I've been thinking about this a lot while driving and at the gym. I'm starting to feel that a big problem with my relationship lately has been uncommunicated desire.
It started after our first baby. Her chemistry pushed her to focus primarily on our new child and my desires were put on the back burner. I stomached this and gave her space and tried to support her as best as I could. But I was a new dad and a shitty one and our first son was a really hard baby. My weaknesses, which I didn't even know I had, came sharply to the surface.
In spite of my weaknesses and how hard our lives had become with the new baby, I still needed to be loved and touched and desired. I reached out and tried to initiate touch and intimacy but from a position of weakness. She recoiled from my touch which was super hurtful and something I didn't understand at all. How could the woman who I committed to fully and worked day in and day out to support reject me? I was communicating my desire from a position of weakness, both verbally and nonverbally. This led into a downward spiral. My expression for desire transformed into something she saw as unattractive, disgusting, and repulsive. This negative cycle eventually has led me to no longer talk to my wife about intimacy and what I want. I stopped being playful and whipping my dick out and initiating. I started to tip toe around intimacy to avoid being rejected. What actually made matters worse is I wasn't always rejected. This made me incredibly confused about which behaviors would be rewarded with intimacy and which ones wouldn't. All along I never considered hormones, cycles, and ovulation being a potential driving factor for her behavior.
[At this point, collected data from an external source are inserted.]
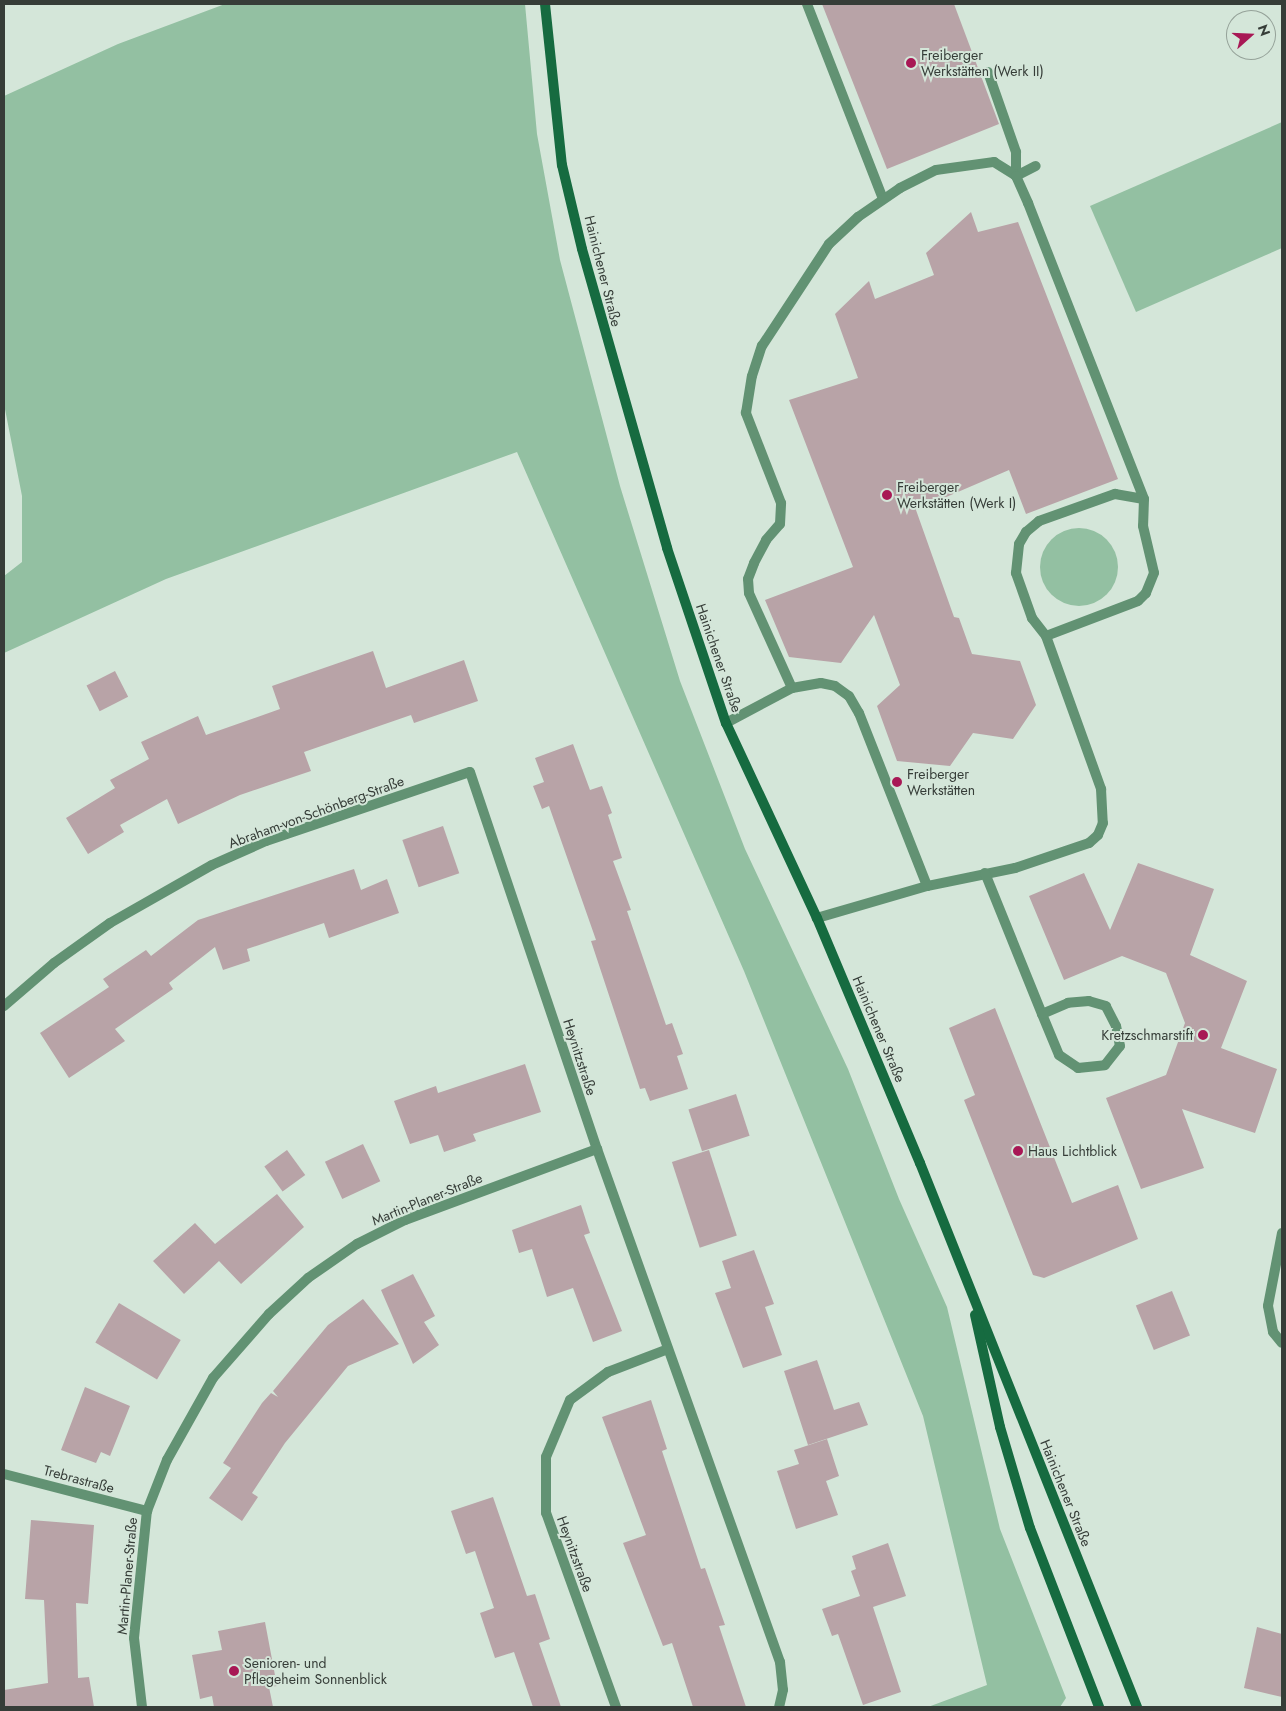 <!DOCTYPE html>
<meta charset="utf-8">
<style>
body{margin:0}
#map{position:relative;width:1286px;height:1711px;overflow:hidden;background:#d4e6d9;font-family:Jost,sans-serif}
div>[style]{position:absolute}
.green>*{inset:0;background:#93c0a2}
.round{border-radius:50%}
.building>*{inset:0;background:#b8a3a7;transform-origin:0 0}
.lane>*{height:10px;margin:-5px;padding:0 5px;transform-origin:5px;border-radius:5px;background:#629273}
.street>*{height:10px;margin:-5px;padding:0 5px;transform-origin:5px;border-radius:5px;background:#629273}
.secondary>*{height:10px;margin:-5px;padding:0 5px;transform-origin:5px;border-radius:5px;background:#166b40}
.dots>*{width:14px;height:14px;translate:-50% -50%;box-sizing:border-box;border:2px solid #d4e6d9;border-radius:50%}
span{translate:-50% -50%;white-space:nowrap;text-align:center;line-height:1.15;-webkit-text-stroke:4px #d4e6d9;paint-order:stroke}
.poi-label{font-size:14px;color:#363d38}
.left{translate:0 -50%;text-align:left}
.right{translate:-100% -50%;text-align:right}
.street-label{font-size:14px;color:#363d38}
.frame{position:absolute;inset:0;border:5px solid #363d38;pointer-events:none}
.north{position:absolute;left:1226px;top:10px;width:50px;height:50px;box-sizing:border-box;background:#d4e6d9;border:1px solid #95a299;border-radius:50%;rotate:70deg;font-size:14px;font-weight:700;line-height:20px;text-align:center;color:#363d38}
.north::after{content:'';display:block;margin:auto;width:18px;height:22px;background:#a81855;clip-path:polygon(50% 0,100% 100%,50% 72%,0 100%)}
</style>
<div id="map">
<div class="green">
<i style="clip-path:polygon(225px 4px,525px 4px,537px 134px,560px 260px,620px 486px,680px 681px,745px 849px,848px 1069px,899px 1199px,947px 1307px,1000px 1529px,1066px 1698px,1060px 1707px,928px 1707px,987px 1685px,923px 1416px,744px 971px,517px 452px,166px 579px,4px 653px,4px 576px,22px 562px,22px 496px,4px 404px,4px 96px,118px 44px)"></i>
<i style="clip-path:polygon(1282px 122px,1282px 248px,1136px 312px,1090px 206px)"></i>
<i class="round" style="left:1040px;top:528px;width:78px;height:78px"></i>
</div>
<div class="building">
<i style="clip-path:polygon(822px 4px,954px 4px,999px 124px,887px 169px)"></i>
<i style="clip-path:polygon(971px 212px,978px 232px,1018px 222px,1118px 479px,1026px 514px,1009px 470px,916px 510px,954px 617px,959px 618px,972px 654px,1020px 661px,1036px 705px,1013px 739px,973px 733px,950px 766px,897px 761px,877px 706px,900px 685px,874px 615px,841px 663px,789px 657px,765px 600px,853px 567px,789px 400px,858px 378px,835px 314px,869px 281px,875px 299px,934px 275px,926px 253px)"></i>
<i style="clip-path:polygon(373px 651px,386px 688px,464px 660px,478px 701px,414px 723px,411px 715px,304px 752px,311px 771px,240px 795px,178px 824px,167px 799px,120px 825px,124px 832px,88px 854px,66px 818px,115px 788px,110px 780px,149px 759px,141px 742px,198px 716px,206px 735px,280px 709px,272px 686px)"></i>
<i style="left:115px;top:671px;width:29px;height:32px;rotate:63deg"></i>
<i style="clip-path:polygon(573px 744px,590px 790px,602px 786px,612px 813px,608px 815px,622px 858px,613px 861px,631px 910px,627px 911px,666px 1025px,672px 1023px,683px 1054px,677px 1056px,688px 1089px,650px 1101px,645px 1088px,640px 1089px,591px 941px,596px 940px,549px 806px,542px 809px,533px 786px,544px 782px,535px 758px)"></i>
<i style="left:443px;top:826px;width:50px;height:43px;rotate:71deg"></i>
<i style="clip-path:polygon(1138px 863px,1214px 889px,1190px 955px,1247px 981px,1221px 1048px,1277px 1069px,1255px 1133px,1182px 1109px,1204px 1168px,1141px 1189px,1106px 1098px,1166px 1075px,1185px 1023px,1166px 973px,1122px 956px,1064px 980px,1029px 896px,1084px 873px,1110px 930px)"></i>
<i style="clip-path:polygon(354px 869px,361px 890px,387px 879px,399px 913px,329px 938px,324px 923px,247px 949px,250px 961px,223px 970px,215px 947px,169px 983px,173px 989px,115px 1029px,125px 1041px,69px 1078px,40px 1033px,109px 987px,103px 979px,146px 950px,151px 956px,198px 920px)"></i>
<i style="clip-path:polygon(995px 1008px,1072px 1203px,1118px 1185px,1138px 1239px,1044px 1278px,1033px 1275px,964px 1100px,975px 1095px,949px 1028px)"></i>
<i style="clip-path:polygon(525px 1064px,541px 1112px,473px 1134px,476px 1141px,444px 1152px,438px 1135px,410px 1144px,394px 1101px,436px 1086px,438px 1093px)"></i>
<i style="left:736px;top:1094px;width:44px;height:50px;rotate:72deg"></i>
<i style="left:363px;top:1144px;width:41px;height:42px;rotate:65deg"></i>
<i style="left:287px;top:1150px;width:31px;height:28px;rotate:54deg"></i>
<i style="left:709px;top:1150px;width:90px;height:39px;rotate:72deg"></i>
<i style="clip-path:polygon(277px 1194px,304px 1227px,241px 1284px,219px 1261px,184px 1294px,153px 1261px,195px 1223px,215px 1244px)"></i>
<i style="clip-path:polygon(581px 1205px,590px 1233px,584px 1235px,622px 1331px,593px 1342px,573px 1288px,547px 1297px,532px 1249px,519px 1253px,512px 1230px)"></i>
<i style="clip-path:polygon(754px 1250px,774px 1304px,765px 1307px,782px 1355px,743px 1368px,715px 1293px,731px 1288px,722px 1261px)"></i>
<i style="clip-path:polygon(413px 1274px,435px 1316px,424px 1322px,439px 1345px,413px 1364px,381px 1290px)"></i>
<i style="left:1172px;top:1291px;width:48px;height:39px;rotate:68deg"></i>
<i style="clip-path:polygon(363px 1299px,399px 1344px,348px 1366px,285px 1443px,252px 1493px,258px 1497px,242px 1521px,209px 1498px,231px 1468px,223px 1463px,262px 1403px,271px 1393px,278px 1397px,273px 1391px,328px 1325px)"></i>
<i style="left:119px;top:1303px;width:72px;height:46px;rotate:31deg"></i>
<i style="clip-path:polygon(817px 1360px,834px 1410px,859px 1402px,868px 1425px,808px 1445px,784px 1371px)"></i>
<i style="clip-path:polygon(85px 1387px,130px 1406px,110px 1456px,101px 1452px,96px 1463px,61px 1450px)"></i>
<i style="clip-path:polygon(651px 1400px,667px 1449px,662px 1451px,701px 1569px,705px 1568px,725px 1625px,719px 1626px,746px 1707px,693px 1707px,672px 1643px,663px 1646px,623px 1543px,646px 1535px,602px 1417px)"></i>
<i style="clip-path:polygon(827px 1439px,839px 1476px,826px 1481px,838px 1515px,796px 1529px,777px 1471px,799px 1464px,794px 1450px)"></i>
<i style="clip-path:polygon(493px 1497px,527px 1596px,535px 1594px,550px 1639px,539px 1643px,561px 1707px,533px 1707px,514px 1652px,495px 1658px,480px 1613px,494px 1608px,475px 1551px,466px 1554px,451px 1511px)"></i>
<i style="clip-path:polygon(31px 1520px,94px 1525px,88px 1604px,76px 1603px,78px 1678px,89px 1677px,94px 1707px,4px 1707px,4px 1690px,48px 1683px,44px 1600px,25px 1599px)"></i>
<i style="clip-path:polygon(888px 1543px,906px 1596px,873px 1607px,901px 1692px,863px 1705px,838px 1634px,832px 1636px,822px 1609px,860px 1596px,851px 1571px,856px 1569px,852px 1556px)"></i>
<i style="clip-path:polygon(265px 1622px,277px 1686px,269px 1687px,273px 1707px,214px 1707px,212px 1696px,200px 1699px,192px 1655px,222px 1650px,218px 1631px)"></i>
<i style="clip-path:polygon(1257px 1627px,1282px 1634px,1282px 1697px,1244px 1688px)"></i>
</div>
<div class="lane">
<i style="left:807px;top:4px;width:209px;rotate:68.7deg"></i>
<i style="left:988px;top:72px;width:85px;rotate:70.7deg"></i>
<i style="left:1016px;top:152px;width:24px;rotate:90deg"></i>
<i style="left:1016px;top:176px;width:22px;rotate:-27deg"></i>
<i style="left:1046px;top:636px;width:23px;rotate:-128deg"></i>
<i style="left:1032px;top:618px;width:48px;rotate:-109.6deg"></i>
<i style="left:1016px;top:573px;width:29px;rotate:-84deg"></i>
<i style="left:1019px;top:544px;width:14px;rotate:-60deg"></i>
<i style="left:1026px;top:532px;width:17px;rotate:-40deg"></i>
<i style="left:1039px;top:521px;width:81px;rotate:-19.6deg"></i>
<i style="left:1115px;top:494px;width:29px;rotate:10deg"></i>
<i style="left:792px;top:688px;width:104px;rotate:-114.4deg"></i>
<i style="left:749px;top:593px;width:14px;rotate:-94deg"></i>
<i style="left:748px;top:579px;width:17px;rotate:-69deg"></i>
<i style="left:754px;top:563px;width:26px;rotate:-62deg"></i>
<i style="left:766px;top:540px;width:21px;rotate:-49deg"></i>
<i style="left:780px;top:524px;width:21px;rotate:-87deg"></i>
<i style="left:781px;top:503px;width:97px;rotate:-111.3deg"></i>
<i style="left:746px;top:413px;width:37px;rotate:-81deg"></i>
<i style="left:752px;top:376px;width:32px;rotate:-72deg"></i>
<i style="left:762px;top:346px;width:122px;rotate:-56.7deg"></i>
<i style="left:829px;top:244px;width:40px;rotate:-43deg"></i>
<i style="left:858px;top:217px;width:51px;rotate:-34.6deg"></i>
<i style="left:900px;top:188px;width:40px;rotate:-26.6deg"></i>
<i style="left:936px;top:170px;width:59px;rotate:-7.9deg"></i>
<i style="left:994px;top:162px;width:26px;rotate:32deg"></i>
<i style="left:1016px;top:176px;width:30px;rotate:66deg"></i>
<i style="left:1028px;top:203px;width:318px;rotate:68.6deg"></i>
<i style="left:1144px;top:499px;width:27px;rotate:92deg"></i>
<i style="left:1143px;top:526px;width:48px;rotate:76.8deg"></i>
<i style="left:1154px;top:573px;width:22px;rotate:112deg"></i>
<i style="left:1146px;top:593px;width:11px;rotate:135deg"></i>
<i style="left:1138px;top:601px;width:98px;rotate:159.2deg"></i>
<i style="left:1046px;top:636px;width:163px;rotate:70.2deg"></i>
<i style="left:1101px;top:789px;width:34px;rotate:87deg"></i>
<i style="left:1103px;top:823px;width:13px;rotate:113deg"></i>
<i style="left:1098px;top:835px;width:12px;rotate:138deg"></i>
<i style="left:1089px;top:843px;width:78px;rotate:161.3deg"></i>
<i style="left:1015px;top:868px;width:90px;rotate:168.4deg"></i>
<i style="left:927px;top:886px;width:115px;rotate:163.8deg"></i>
<i style="left:726px;top:723px;width:75px;rotate:-27.9deg"></i>
<i style="left:792px;top:688px;width:29px;rotate:-10deg"></i>
<i style="left:821px;top:683px;width:14px;rotate:12deg"></i>
<i style="left:835px;top:686px;width:17px;rotate:36deg"></i>
<i style="left:849px;top:696px;width:20px;rotate:60deg"></i>
<i style="left:859px;top:713px;width:186px;rotate:68.5deg"></i>
<i style="left:985px;top:873px;width:152px;rotate:68deg"></i>
<i style="left:1042px;top:1014px;width:44px;rotate:67.5deg"></i>
<i style="left:1059px;top:1055px;width:23px;rotate:34deg"></i>
<i style="left:1078px;top:1068px;width:27px;rotate:-6deg"></i>
<i style="left:1105px;top:1065px;width:24px;rotate:-52deg"></i>
<i style="left:1120px;top:1046px;width:20px;rotate:-101deg"></i>
<i style="left:1116px;top:1026px;width:22px;rotate:-117deg"></i>
<i style="left:1106px;top:1006px;width:18px;rotate:-164deg"></i>
<i style="left:1089px;top:1001px;width:21px;rotate:175deg"></i>
<i style="left:1068px;top:1003px;width:28px;rotate:157deg"></i>
</div>
<div class="street">
<i style="left:4px;top:1006px;width:66px;rotate:-40.7deg"></i>
<i style="left:54px;top:963px;width:69px;rotate:-35.5deg"></i>
<i style="left:110px;top:923px;width:117px;rotate:-29.6deg"></i>
<i style="left:212px;top:865px;width:59px;rotate:-24deg"></i>
<i style="left:266px;top:841px;width:215px;rotate:-18.7deg"></i>
<i style="left:470px;top:772px;width:398px;rotate:71.4deg"></i>
<i style="left:597px;top:1149px;width:545px;rotate:70.37deg"></i>
<i style="left:780px;top:1662px;width:28px;rotate:84deg"></i>
<i style="left:783px;top:1690px;width:17px;rotate:103deg"></i>
<i style="left:1282px;top:1233px;width:74px;rotate:100.9deg"></i>
<i style="left:1268px;top:1306px;width:26px;rotate:79deg"></i>
<i style="left:1273px;top:1332px;width:14px;rotate:51deg"></i>
<i style="left:4px;top:1474px;width:148px;rotate:14.5deg"></i>
<i style="left:142px;top:1707px;width:69px;rotate:-96.6deg"></i>
<i style="left:134px;top:1638px;width:128px;rotate:-84.2deg"></i>
<i style="left:147px;top:1511px;width:55px;rotate:-68.6deg"></i>
<i style="left:167px;top:1460px;width:94px;rotate:-60.7deg"></i>
<i style="left:213px;top:1378px;width:85px;rotate:-48.8deg"></i>
<i style="left:269px;top:1314px;width:53px;rotate:-42.7deg"></i>
<i style="left:308px;top:1278px;width:60px;rotate:-34.8deg"></i>
<i style="left:357px;top:1244px;width:54px;rotate:-26.6deg"></i>
<i style="left:405px;top:1220px;width:205px;rotate:-20.3deg"></i>
<i style="left:616px;top:1707px;width:206px;rotate:-109.8deg"></i>
<i style="left:546px;top:1513px;width:56px;rotate:-90deg"></i>
<i style="left:546px;top:1457px;width:62px;rotate:-67.2deg"></i>
<i style="left:570px;top:1400px;width:47px;rotate:-36.4deg"></i>
<i style="left:608px;top:1372px;width:64px;rotate:-21deg"></i>
</div>
<div class="secondary">
<i style="left:545px;top:4px;width:162px;rotate:84deg"></i>
<i style="left:562px;top:165px;width:86px;rotate:76.6deg"></i>
<i style="left:582px;top:249px;width:311px;rotate:74.1deg"></i>
<i style="left:667px;top:548px;width:185px;rotate:71.4deg"></i>
<i style="left:726px;top:723px;width:215px;rotate:65deg"></i>
<i style="left:817px;top:918px;width:266px;rotate:67.2deg"></i>
<i style="left:920px;top:1163px;width:586px;rotate:68.25deg"></i>
<i style="left:975px;top:1315px;width:115px;rotate:77.4deg"></i>
<i style="left:1000px;top:1427px;width:105px;rotate:73.5deg"></i>
<i style="left:1030px;top:1528px;width:192px;rotate:68.9deg"></i>
</div>
<div class="dots">
<i style="left:911px;top:63px;background:#a81855"></i>
<i style="left:887px;top:495px;background:#a81855"></i>
<i style="left:897px;top:782px;background:#a81855"></i>
<i style="left:1203px;top:1035px;background:#a81855"></i>
<i style="left:1018px;top:1151px;background:#a81855"></i>
<i style="left:234px;top:1671px;background:#a81855"></i>
</div>
<div class="poi-label">
<span class="left" style="left:921px;top:63px">Freiberger<br>Werkstätten (Werk II)</span>
<span class="left" style="left:897px;top:495px">Freiberger<br>Werkstätten (Werk I)</span>
<span class="left" style="left:907px;top:782px">Freiberger<br>Werkstätten</span>
<span class="right" style="left:1193px;top:1035px">Kretzschmarstift</span>
<span class="left" style="left:1028px;top:1151px">Haus Lichtblick</span>
<span class="left" style="left:244px;top:1671px">Senioren- und<br>Pflegeheim Sonnenblick</span>
</div>
<div class="street-label">
<span style="left:603px;top:271px;rotate:76deg">Hainichener Straße</span>
<span style="left:719px;top:658px;rotate:71deg">Hainichener Straße</span>
<span style="left:316px;top:812px;rotate:-20deg">Abraham-von-Schönberg-Straße</span>
<span style="left:879px;top:1029px;rotate:67deg">Hainichener Straße</span>
<span style="left:580px;top:1057px;rotate:72deg">Heynitzstraße</span>
<span style="left:427px;top:1199px;rotate:-22deg">Martin-Planer-Straße</span>
<span style="left:79px;top:1479px;rotate:15deg">Trebrastraße</span>
<span style="left:1066px;top:1493px;rotate:68deg">Hainichener Straße</span>
<span style="left:575px;top:1554px;rotate:70deg">Heynitzstraße</span>
<span style="left:127px;top:1576px;rotate:-85deg">Martin-Planer-Straße</span>
</div>
<div class="frame"></div>
<div class="north">N</div>
</div>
So, I started watching porn much more and jacking off like crazy to try to fill the hole of desire. Of course in hindsight and after the Red Pill, I should have lifted instead. But I didn't have a reliable roadmap to try to regenerate the desire we had for years before our first kid. Fuck me in the goat ass.
I think communicating from weakness is essentially what it means to be butthurt. So the opposite of butthurt must be to communicate from a position of strength. I think we do this via acta non verba via the 12 levels of dread. Maybe the key to communicating from a position of strength is being willing to bet the farm and lose it all because you know you can replace it all and they know it too. I feel like there is an emphasis on acta non verba but I still feel like we are missing spoken words - I can't just lift and dread and hope my wife touches me the way I want to be touched, right? I feel like I need to lead her and tell her exactly what I need and want. Is this correct? If so, when is the right time for this?